J.L : Bien sûr, je veux proposer à mes clientes et à mes clients ce qui se fait de mieux. Vous savez, et j'en reviens au parallèle culinaire, vous pouvez être le meilleur cuisinier du monde, si vos produits sont médiocres, le plat sera également médiocre pour ne pas dire raté. Je travaille beaucoup avec Revlon Professional qui pour moi est la Rolls de la couleur et de la permanente mais aussi avec Tigi dont les shampooings et les soins sont remarquables. Le lissage brésilien permet aux femmes qui frisent trop de retrouver un volume plus sage et un cheveu lissé d'une texture et d'un toucher incomparable sans traitement agressif. Elles sortent d'ici transformées mais sans avoir perdu leur personnalité. Cà, c'est notre travail ! Avez-vous déjà croisé dans un miroir le regard d'une femme que vous avez rendu encore plus belle et séduisante ? C'est un plaisir très supérieur à beaucoup d'autres et lorsque je peux surprendre parfois ce regard, alors je me dis que j'ai bien fait mon travail.

J.12e : Une dernière question. La couleur, la coupe, les mèches... selon vous, quel est le plus important ?
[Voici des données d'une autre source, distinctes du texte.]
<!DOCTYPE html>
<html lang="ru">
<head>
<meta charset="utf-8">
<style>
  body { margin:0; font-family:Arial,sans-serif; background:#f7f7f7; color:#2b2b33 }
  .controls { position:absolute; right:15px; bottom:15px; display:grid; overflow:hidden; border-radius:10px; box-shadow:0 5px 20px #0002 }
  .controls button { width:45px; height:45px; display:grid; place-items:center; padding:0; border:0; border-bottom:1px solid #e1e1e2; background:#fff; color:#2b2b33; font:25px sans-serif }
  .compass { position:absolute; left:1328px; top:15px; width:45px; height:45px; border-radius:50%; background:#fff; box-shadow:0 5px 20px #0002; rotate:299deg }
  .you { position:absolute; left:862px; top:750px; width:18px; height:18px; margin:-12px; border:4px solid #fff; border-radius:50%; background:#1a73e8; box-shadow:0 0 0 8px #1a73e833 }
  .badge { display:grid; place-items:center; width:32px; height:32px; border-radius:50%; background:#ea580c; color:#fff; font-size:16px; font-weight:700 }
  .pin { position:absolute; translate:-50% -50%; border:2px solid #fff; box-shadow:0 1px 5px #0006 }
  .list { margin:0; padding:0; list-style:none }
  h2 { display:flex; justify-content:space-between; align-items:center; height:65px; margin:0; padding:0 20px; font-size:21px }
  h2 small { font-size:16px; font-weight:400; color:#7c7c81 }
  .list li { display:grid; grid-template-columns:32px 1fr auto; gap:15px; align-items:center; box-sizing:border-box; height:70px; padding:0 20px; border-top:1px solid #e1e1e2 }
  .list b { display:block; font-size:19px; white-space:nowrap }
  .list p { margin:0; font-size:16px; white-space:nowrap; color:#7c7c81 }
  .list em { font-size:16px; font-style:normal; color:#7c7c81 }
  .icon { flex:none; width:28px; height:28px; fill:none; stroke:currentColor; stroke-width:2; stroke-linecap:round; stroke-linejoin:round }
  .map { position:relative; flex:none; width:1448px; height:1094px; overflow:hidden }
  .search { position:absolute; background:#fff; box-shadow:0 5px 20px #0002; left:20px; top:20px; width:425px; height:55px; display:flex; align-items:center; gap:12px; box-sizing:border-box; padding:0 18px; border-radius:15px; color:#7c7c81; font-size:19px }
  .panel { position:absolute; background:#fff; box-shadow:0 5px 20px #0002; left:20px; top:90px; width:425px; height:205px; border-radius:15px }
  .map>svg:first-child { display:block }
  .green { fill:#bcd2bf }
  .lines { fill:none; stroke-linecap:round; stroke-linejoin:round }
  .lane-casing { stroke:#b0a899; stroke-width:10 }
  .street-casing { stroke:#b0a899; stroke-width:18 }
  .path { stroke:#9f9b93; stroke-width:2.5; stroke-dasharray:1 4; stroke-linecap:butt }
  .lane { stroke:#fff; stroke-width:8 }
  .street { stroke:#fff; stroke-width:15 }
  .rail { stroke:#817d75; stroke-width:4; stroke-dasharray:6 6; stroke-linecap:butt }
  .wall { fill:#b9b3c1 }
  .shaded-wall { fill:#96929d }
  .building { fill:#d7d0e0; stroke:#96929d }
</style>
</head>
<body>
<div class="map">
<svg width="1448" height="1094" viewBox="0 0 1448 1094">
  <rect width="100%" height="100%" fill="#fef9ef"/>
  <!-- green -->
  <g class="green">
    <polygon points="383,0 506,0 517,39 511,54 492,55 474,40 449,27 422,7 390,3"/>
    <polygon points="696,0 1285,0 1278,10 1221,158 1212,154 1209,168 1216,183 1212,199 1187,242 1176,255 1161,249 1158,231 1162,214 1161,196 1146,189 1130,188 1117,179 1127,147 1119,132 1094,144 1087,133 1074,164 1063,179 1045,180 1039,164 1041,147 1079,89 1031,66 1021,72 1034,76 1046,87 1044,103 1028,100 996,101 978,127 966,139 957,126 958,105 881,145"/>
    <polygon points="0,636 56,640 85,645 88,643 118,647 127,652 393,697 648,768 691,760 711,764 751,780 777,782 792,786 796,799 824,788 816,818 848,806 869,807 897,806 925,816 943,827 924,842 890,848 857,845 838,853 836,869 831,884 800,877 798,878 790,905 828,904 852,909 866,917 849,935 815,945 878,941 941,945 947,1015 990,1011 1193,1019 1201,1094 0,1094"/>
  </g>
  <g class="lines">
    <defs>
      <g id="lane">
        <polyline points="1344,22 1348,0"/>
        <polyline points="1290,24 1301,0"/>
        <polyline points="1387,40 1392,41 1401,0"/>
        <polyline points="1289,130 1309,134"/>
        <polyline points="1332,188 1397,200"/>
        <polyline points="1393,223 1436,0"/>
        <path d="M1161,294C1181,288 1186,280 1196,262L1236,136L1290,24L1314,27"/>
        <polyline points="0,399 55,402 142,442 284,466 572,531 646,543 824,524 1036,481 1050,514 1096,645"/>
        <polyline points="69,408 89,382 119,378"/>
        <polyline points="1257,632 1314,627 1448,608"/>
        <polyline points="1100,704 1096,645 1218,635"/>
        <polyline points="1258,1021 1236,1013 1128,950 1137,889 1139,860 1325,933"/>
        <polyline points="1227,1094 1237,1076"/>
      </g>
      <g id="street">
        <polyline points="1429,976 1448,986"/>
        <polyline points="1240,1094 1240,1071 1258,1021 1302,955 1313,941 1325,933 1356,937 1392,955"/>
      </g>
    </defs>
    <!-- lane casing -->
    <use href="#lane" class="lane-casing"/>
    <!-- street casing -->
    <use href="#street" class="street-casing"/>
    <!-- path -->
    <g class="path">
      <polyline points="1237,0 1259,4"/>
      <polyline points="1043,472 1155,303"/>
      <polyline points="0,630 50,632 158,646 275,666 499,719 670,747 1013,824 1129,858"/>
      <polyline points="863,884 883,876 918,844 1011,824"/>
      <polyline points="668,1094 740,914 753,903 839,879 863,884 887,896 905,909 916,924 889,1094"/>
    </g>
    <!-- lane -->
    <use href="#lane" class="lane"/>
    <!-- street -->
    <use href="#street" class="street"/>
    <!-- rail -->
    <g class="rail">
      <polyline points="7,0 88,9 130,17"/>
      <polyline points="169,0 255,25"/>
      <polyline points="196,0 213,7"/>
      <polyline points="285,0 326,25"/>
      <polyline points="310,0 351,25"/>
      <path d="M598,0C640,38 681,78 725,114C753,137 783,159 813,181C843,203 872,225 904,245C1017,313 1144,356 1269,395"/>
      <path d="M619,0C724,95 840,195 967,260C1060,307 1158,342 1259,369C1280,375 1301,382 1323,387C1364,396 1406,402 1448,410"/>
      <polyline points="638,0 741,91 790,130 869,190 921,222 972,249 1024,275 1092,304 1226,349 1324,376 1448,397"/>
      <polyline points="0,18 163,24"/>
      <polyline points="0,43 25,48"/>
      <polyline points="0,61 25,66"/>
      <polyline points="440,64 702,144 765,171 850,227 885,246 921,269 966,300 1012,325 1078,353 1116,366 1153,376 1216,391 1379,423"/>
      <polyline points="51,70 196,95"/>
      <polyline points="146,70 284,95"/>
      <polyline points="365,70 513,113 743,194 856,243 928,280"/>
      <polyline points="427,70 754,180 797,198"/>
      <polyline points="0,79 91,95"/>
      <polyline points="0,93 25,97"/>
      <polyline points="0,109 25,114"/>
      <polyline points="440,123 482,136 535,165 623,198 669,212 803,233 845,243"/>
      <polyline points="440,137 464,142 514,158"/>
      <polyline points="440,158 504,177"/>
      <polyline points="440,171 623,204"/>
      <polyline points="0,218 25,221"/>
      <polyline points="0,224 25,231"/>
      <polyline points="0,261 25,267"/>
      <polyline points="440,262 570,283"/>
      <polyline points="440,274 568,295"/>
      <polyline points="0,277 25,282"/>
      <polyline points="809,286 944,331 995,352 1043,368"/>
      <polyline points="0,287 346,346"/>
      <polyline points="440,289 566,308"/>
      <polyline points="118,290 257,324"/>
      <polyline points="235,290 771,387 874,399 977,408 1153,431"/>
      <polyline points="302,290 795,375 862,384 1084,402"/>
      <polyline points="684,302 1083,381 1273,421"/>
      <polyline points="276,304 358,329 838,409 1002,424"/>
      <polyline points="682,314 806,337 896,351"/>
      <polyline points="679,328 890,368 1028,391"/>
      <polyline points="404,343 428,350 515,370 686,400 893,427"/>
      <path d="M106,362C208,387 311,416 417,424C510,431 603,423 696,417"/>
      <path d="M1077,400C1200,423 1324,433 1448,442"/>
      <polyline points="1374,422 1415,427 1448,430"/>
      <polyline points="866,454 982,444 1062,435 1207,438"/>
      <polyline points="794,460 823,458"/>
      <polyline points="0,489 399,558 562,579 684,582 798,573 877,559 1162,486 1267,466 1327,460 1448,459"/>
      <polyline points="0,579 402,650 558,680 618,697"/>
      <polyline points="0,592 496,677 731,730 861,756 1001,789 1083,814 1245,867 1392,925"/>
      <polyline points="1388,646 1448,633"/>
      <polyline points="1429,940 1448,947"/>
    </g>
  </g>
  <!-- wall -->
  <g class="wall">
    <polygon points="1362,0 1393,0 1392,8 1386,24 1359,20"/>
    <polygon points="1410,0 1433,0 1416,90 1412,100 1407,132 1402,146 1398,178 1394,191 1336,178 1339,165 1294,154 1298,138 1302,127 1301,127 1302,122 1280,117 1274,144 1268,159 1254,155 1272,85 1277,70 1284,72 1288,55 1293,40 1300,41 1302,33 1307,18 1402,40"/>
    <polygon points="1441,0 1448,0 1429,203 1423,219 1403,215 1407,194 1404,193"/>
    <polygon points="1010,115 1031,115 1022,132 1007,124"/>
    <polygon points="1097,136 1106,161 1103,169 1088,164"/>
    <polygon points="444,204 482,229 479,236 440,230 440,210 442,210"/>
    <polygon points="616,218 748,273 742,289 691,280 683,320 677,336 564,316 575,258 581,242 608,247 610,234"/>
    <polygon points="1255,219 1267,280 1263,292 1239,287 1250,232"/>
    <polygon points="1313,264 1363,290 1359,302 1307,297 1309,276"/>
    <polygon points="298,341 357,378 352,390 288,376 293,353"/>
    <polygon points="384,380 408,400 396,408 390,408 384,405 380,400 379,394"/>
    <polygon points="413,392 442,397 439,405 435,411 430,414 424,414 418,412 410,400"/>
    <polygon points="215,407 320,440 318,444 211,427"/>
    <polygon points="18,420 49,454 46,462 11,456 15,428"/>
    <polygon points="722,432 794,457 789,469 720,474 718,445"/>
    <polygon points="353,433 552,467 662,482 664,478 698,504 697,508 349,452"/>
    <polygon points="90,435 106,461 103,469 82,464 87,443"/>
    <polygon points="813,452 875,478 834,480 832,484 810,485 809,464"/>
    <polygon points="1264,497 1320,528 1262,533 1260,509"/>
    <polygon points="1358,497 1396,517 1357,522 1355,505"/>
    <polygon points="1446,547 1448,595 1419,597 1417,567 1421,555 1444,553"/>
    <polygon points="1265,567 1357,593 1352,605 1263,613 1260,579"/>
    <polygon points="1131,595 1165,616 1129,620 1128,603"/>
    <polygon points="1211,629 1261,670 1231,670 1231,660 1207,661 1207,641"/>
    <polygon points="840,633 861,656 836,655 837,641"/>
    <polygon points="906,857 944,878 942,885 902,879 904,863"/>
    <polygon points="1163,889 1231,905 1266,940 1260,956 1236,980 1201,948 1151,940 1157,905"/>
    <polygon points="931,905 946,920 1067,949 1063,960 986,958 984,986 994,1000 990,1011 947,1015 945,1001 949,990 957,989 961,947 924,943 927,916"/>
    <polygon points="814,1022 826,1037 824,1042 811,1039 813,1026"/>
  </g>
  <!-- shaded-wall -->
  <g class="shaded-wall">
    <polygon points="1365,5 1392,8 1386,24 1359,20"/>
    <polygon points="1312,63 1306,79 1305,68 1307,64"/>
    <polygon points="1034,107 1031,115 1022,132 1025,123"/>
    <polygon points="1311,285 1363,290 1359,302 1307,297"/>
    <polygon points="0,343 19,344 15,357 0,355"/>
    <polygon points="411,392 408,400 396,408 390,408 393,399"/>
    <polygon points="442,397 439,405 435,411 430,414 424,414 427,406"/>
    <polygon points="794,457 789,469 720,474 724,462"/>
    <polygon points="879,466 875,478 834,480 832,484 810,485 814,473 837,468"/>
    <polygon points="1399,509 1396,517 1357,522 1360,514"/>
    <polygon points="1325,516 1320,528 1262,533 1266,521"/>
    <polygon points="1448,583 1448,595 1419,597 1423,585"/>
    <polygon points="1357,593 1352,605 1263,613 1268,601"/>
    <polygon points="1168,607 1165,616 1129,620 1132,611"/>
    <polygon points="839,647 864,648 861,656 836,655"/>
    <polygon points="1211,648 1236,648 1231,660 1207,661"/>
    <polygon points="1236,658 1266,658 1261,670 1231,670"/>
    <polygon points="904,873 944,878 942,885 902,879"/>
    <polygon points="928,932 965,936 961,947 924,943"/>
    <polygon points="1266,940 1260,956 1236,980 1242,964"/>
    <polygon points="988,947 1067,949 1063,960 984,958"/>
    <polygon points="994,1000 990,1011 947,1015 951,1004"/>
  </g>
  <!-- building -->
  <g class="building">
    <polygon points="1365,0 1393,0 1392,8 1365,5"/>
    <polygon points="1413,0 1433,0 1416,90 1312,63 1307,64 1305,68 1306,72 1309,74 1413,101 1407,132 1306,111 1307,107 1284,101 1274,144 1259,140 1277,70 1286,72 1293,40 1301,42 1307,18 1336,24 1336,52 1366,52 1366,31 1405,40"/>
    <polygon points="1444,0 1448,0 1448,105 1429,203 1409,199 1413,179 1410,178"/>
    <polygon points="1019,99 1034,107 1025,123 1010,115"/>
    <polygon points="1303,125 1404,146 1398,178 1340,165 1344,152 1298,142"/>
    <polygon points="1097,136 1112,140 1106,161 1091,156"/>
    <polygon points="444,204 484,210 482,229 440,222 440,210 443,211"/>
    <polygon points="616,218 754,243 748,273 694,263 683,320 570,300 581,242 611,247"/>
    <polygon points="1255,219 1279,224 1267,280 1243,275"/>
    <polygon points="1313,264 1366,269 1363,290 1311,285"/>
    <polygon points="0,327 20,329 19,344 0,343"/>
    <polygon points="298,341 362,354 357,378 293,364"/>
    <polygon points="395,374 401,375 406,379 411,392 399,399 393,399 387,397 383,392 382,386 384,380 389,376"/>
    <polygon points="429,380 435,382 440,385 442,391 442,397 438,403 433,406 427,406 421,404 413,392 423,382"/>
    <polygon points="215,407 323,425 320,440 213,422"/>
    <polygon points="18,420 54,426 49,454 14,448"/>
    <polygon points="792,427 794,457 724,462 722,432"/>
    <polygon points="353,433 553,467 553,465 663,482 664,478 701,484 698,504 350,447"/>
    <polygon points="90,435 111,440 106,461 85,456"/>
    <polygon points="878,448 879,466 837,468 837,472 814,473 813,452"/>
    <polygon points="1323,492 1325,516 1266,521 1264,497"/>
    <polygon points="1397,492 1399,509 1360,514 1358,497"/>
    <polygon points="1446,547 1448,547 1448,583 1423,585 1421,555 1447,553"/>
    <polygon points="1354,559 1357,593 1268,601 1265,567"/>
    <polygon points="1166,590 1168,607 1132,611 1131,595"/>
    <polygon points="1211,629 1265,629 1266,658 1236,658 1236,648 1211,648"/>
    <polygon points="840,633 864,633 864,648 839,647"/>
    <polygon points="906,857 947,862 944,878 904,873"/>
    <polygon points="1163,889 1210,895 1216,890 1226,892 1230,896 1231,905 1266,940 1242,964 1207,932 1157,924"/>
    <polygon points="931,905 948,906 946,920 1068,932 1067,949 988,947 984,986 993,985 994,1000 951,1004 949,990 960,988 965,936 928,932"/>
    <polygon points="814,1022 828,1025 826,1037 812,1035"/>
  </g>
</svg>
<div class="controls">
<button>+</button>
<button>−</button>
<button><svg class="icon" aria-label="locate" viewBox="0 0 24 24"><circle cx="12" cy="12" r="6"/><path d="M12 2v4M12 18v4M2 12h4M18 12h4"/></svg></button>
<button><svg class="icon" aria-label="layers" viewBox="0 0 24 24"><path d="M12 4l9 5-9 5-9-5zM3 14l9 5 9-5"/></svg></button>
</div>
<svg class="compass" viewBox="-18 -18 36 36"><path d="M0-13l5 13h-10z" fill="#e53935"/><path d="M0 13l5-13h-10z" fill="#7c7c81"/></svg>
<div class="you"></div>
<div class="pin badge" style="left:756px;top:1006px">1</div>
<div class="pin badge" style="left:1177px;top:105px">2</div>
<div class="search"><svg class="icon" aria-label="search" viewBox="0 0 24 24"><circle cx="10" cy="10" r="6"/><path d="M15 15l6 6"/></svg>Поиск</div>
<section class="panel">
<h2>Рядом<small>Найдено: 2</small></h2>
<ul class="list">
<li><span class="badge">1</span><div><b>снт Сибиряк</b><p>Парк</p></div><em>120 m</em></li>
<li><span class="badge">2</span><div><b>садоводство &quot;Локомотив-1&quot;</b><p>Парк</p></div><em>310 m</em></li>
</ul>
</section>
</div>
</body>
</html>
J.L : Tout celà est important. La couleur, les mèches éclairent le visage et donnent du relief, de l'éclat. Mais la pierre angulaire, c'est la coupe ! Aujourd'hui - sauf exception très à la marge - toutes les femmes ou les hommes sortent bien coiffés d'un salon. Mais une très bonne coupe doit permettre de se recoiffer seul et facilement tous les jours. J'ajouterais même qu'une coupe réussie peut se décliner au coiffage en 3 ou 4 versions différentes. Une femme peut porter la plus belle robe du monde, si elle est mal coiffée, c'est une catastrophe. Je ne suis pas certain que l'inverse soit aussi vrai.